Find every line in the records that holds the string "Bagros". Copy each one.

+++ SOURCE RECORDS

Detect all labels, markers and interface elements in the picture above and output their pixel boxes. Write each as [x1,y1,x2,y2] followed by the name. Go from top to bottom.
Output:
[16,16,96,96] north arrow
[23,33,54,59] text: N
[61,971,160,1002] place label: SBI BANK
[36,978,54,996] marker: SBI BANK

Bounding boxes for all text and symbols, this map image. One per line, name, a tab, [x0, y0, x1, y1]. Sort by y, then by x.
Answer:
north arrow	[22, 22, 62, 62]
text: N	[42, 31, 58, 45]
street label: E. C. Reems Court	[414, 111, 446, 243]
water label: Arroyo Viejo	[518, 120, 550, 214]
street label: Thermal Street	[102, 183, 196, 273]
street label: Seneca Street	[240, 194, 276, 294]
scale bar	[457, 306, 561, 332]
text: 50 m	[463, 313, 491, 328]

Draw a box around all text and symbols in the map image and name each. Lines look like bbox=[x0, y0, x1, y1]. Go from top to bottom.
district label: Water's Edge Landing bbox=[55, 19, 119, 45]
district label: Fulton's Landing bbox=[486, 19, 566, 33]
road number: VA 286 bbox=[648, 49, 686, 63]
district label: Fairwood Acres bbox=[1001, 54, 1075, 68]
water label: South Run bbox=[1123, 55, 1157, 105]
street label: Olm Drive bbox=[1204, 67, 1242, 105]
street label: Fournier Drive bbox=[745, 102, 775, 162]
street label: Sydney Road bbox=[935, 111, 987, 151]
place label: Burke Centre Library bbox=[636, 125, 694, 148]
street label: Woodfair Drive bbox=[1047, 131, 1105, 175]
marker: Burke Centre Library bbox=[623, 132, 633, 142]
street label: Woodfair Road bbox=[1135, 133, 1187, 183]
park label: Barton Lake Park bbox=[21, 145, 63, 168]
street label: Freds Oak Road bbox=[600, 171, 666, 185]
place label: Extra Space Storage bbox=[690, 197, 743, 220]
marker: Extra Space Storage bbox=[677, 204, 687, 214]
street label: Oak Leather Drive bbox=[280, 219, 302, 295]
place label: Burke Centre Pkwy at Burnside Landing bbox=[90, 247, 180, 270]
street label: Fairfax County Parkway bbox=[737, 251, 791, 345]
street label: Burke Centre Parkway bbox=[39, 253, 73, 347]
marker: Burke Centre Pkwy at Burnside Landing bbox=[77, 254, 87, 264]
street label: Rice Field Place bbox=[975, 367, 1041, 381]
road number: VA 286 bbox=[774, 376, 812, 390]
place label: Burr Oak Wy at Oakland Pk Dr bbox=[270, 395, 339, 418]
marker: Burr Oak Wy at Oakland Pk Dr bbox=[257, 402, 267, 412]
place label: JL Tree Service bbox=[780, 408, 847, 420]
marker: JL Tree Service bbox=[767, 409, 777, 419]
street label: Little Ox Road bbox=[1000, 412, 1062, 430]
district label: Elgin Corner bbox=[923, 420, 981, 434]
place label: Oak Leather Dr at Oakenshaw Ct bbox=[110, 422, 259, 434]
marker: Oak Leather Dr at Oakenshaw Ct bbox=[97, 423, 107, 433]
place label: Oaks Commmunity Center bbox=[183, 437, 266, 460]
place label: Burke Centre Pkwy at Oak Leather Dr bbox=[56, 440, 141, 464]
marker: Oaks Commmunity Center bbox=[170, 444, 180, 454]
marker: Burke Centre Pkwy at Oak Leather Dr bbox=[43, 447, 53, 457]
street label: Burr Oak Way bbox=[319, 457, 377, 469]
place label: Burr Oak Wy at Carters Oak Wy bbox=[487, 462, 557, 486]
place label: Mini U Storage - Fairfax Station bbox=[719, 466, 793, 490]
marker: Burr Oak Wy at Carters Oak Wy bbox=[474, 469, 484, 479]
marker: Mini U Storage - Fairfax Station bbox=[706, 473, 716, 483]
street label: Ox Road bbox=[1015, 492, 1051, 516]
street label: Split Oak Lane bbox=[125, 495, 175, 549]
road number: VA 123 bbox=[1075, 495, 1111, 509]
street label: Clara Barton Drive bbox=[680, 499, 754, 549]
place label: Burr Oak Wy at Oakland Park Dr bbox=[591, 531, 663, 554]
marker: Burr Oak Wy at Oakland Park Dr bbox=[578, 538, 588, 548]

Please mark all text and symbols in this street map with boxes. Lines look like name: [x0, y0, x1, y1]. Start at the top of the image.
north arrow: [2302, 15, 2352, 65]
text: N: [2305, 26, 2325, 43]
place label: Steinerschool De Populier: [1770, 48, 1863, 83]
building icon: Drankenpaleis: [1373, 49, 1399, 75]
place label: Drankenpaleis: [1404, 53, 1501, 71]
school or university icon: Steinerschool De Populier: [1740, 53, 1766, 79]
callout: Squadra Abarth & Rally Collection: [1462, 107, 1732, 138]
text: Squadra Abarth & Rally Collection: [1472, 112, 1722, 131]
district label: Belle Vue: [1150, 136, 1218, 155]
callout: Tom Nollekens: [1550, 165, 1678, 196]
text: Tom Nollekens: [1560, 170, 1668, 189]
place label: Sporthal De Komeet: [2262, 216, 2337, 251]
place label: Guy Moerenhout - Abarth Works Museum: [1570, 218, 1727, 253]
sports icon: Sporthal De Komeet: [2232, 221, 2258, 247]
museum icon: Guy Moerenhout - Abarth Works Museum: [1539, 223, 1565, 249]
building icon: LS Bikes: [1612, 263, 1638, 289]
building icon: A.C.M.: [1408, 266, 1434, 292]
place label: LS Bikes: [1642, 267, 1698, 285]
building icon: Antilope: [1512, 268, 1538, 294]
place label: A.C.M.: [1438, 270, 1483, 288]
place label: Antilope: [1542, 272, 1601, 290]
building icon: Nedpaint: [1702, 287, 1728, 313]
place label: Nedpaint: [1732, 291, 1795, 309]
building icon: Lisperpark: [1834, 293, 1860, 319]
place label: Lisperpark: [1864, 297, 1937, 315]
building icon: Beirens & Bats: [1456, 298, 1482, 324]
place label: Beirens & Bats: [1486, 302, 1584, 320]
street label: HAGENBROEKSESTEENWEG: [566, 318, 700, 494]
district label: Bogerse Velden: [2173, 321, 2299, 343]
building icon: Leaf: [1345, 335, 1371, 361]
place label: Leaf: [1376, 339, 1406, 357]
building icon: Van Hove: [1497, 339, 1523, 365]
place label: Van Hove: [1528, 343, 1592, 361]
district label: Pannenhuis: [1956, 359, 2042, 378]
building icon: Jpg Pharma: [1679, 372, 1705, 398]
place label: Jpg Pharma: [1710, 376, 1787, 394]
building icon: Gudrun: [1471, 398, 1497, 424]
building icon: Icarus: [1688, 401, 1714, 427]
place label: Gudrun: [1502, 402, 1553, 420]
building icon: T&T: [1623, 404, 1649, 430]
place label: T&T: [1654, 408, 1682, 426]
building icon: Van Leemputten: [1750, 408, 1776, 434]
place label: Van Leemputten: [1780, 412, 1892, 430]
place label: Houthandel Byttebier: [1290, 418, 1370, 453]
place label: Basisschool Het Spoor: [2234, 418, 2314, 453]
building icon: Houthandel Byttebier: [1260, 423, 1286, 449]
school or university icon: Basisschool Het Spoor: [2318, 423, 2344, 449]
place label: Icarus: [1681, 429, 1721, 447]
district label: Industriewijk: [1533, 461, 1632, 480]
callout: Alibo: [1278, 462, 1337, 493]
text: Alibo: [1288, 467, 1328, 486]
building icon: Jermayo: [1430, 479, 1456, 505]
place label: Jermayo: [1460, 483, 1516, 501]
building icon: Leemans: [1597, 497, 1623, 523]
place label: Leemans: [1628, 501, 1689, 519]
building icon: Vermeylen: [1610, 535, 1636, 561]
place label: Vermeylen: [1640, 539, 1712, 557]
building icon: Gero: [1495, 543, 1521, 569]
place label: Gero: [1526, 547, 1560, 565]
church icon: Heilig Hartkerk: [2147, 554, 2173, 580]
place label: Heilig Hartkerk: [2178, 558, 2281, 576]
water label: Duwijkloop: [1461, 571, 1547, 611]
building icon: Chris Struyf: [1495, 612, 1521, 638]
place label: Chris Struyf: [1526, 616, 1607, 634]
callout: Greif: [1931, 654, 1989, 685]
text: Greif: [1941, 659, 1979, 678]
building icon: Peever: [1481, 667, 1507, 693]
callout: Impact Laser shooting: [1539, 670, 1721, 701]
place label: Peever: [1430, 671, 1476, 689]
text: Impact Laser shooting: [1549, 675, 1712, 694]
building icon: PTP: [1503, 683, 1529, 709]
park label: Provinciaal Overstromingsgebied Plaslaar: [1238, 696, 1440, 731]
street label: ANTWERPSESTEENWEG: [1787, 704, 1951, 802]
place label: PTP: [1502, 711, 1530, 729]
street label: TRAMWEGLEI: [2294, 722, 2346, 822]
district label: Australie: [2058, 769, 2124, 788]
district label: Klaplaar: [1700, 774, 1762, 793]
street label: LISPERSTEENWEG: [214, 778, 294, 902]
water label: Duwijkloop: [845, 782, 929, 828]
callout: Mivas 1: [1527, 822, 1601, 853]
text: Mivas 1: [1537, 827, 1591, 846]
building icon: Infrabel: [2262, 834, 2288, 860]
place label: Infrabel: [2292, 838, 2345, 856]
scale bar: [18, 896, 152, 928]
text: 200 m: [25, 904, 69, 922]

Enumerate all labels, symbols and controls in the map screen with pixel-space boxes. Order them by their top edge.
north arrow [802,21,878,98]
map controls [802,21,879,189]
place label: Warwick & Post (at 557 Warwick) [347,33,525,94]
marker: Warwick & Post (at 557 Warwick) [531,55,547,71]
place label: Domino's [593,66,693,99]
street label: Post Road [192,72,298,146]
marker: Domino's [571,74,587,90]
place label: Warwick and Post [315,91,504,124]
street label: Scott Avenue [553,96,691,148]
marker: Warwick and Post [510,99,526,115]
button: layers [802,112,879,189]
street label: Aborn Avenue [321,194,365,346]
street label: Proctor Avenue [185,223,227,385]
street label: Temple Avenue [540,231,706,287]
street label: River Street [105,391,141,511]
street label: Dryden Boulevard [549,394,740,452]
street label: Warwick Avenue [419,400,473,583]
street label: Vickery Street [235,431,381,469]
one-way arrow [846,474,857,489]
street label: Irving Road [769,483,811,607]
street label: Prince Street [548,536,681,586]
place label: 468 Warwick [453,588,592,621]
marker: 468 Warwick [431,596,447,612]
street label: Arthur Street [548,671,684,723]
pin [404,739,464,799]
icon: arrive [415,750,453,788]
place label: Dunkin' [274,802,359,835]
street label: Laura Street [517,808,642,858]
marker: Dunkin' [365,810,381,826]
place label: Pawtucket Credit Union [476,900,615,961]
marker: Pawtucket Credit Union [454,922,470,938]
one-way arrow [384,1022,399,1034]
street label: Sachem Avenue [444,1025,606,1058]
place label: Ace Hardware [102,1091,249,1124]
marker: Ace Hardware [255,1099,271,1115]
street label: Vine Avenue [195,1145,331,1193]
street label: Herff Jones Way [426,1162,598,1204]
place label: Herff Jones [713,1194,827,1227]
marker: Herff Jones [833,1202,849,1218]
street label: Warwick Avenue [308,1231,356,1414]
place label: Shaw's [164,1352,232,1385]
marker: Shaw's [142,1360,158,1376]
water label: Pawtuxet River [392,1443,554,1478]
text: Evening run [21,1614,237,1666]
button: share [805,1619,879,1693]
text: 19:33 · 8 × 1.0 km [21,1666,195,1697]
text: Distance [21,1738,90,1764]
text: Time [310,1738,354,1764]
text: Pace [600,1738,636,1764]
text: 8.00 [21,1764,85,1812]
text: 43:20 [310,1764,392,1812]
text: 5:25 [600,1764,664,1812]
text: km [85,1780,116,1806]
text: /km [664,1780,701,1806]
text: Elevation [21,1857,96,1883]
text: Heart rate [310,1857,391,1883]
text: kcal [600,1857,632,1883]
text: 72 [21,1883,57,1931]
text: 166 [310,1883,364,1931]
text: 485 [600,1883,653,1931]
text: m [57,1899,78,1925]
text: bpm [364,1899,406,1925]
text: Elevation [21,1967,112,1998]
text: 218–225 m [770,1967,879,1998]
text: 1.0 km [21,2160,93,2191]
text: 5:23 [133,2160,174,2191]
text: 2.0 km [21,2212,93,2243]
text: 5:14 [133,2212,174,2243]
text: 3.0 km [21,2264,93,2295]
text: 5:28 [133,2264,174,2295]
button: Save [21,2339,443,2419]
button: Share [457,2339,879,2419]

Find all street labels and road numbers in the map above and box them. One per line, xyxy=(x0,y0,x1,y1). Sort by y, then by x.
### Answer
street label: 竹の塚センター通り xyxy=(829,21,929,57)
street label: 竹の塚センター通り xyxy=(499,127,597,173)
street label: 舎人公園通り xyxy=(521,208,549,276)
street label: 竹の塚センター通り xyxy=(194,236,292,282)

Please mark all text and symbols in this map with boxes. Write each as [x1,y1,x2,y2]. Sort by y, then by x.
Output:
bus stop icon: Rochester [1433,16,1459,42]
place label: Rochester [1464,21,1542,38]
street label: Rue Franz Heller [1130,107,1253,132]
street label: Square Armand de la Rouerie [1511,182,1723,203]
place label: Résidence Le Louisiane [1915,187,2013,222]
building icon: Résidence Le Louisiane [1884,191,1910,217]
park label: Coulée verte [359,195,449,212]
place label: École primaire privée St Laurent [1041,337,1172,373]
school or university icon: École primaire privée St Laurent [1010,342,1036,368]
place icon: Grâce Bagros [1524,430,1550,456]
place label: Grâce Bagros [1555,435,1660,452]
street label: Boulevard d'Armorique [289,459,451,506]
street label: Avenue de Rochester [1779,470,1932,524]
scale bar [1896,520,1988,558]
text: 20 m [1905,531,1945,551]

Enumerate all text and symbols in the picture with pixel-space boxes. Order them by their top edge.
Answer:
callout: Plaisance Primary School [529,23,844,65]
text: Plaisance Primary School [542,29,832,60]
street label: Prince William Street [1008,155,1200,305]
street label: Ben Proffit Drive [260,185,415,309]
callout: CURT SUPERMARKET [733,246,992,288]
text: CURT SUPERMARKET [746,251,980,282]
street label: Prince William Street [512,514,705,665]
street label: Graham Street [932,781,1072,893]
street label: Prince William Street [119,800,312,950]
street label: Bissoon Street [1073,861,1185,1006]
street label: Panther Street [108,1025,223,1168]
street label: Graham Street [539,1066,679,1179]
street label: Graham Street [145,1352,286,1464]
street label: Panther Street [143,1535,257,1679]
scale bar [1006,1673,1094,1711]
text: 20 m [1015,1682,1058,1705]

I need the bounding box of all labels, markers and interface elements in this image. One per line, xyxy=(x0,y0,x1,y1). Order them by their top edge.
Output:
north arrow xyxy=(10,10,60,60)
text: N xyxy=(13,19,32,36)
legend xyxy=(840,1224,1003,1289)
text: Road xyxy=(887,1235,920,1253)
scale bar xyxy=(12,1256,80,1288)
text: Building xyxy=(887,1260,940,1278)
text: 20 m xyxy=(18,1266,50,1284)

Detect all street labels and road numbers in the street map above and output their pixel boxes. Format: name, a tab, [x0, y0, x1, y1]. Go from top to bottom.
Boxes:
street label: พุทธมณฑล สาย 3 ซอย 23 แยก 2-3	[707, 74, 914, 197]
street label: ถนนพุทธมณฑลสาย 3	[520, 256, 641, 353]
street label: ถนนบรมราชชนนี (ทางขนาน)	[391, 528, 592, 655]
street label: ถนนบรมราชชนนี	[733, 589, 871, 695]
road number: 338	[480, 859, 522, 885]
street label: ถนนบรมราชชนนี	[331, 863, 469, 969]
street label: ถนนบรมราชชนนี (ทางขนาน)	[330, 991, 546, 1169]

++++++

### RESULT OF THIS EXERCISE
place icon: Grâce Bagros [1524,430,1550,456]
place label: Grâce Bagros [1555,435,1660,452]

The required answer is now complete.